Effect of acamprosate on magnetic resonance spectroscopy measures of central glutamate in detoxified alcohol-dependent individuals: a randomized controlled experimental medicine study

Abstract

Context: Acamprosate is approved for the treatment of alcoholism, but its mechanism of action remains unclear. Results of animal studies suggest that a persistent hyperglutamatergic state contributes to the pathogenesis of alcoholism and that acamprosate may exert its actions by intervening in this process. Human translation of these findings is lacking.

Objective: To examine whether acamprosate modulates indices of central glutamate levels in recently abstinent alcohol-dependent patients as measured using proton nuclear magnetic resonance spectroscopy (¹H-MRS).

Design: A 4-week, double-blind, placebo-controlled, randomized controlled experimental medicine study, with ¹H-MRS measures obtained on days 4 and 25.

Setting: An inpatient research unit at the NIH Clinical Center. Patients Thirty-three patients who met the DSM-IV criteria for alcohol dependence and who were admitted for medically supervised withdrawal from ongoing alcohol use. Intervention Four weeks of acamprosate (initial oral loading followed by 1998 mg daily) or matched placebo, initiated at the time of admission.

Main outcome measures: The glutamate to creatine ratio as determined using single-voxel ¹H-MRS in the anterior cingulate. Exploratory neuroendocrine, biochemical, and behavioral outcomes were also collected, as were safety- and tolerability-related measures.

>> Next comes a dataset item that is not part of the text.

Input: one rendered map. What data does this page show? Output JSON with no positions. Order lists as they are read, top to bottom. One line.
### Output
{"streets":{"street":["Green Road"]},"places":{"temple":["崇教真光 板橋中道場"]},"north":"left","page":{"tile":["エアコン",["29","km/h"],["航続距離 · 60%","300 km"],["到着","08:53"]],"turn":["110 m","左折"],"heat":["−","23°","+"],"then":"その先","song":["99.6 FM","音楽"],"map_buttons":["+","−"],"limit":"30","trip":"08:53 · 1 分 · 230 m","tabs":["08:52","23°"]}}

Results: There was a highly significant suppression of the glutamate to creatine ratio across time by acamprosate (time × treatment interaction: F₁(,)₂₉ = 13.5, P < .001). Cerebrospinal fluid levels of glutamate obtained in a subset of patients 4 weeks into abstinence were uncorrelated with the MRS measures and unaffected by treatment but were strongly correlated (R² = 0.48, P < .001) with alcohol dependence severity. Other exploratory outcomes, including repeated dexamethasone-corticotropin-releasing hormone tests, and psychiatric ratings were unaffected. Among tolerability measures, gastrointestinal symptoms were significantly greater in acamprosate-treated individuals, in agreement with the established profile of acamprosate.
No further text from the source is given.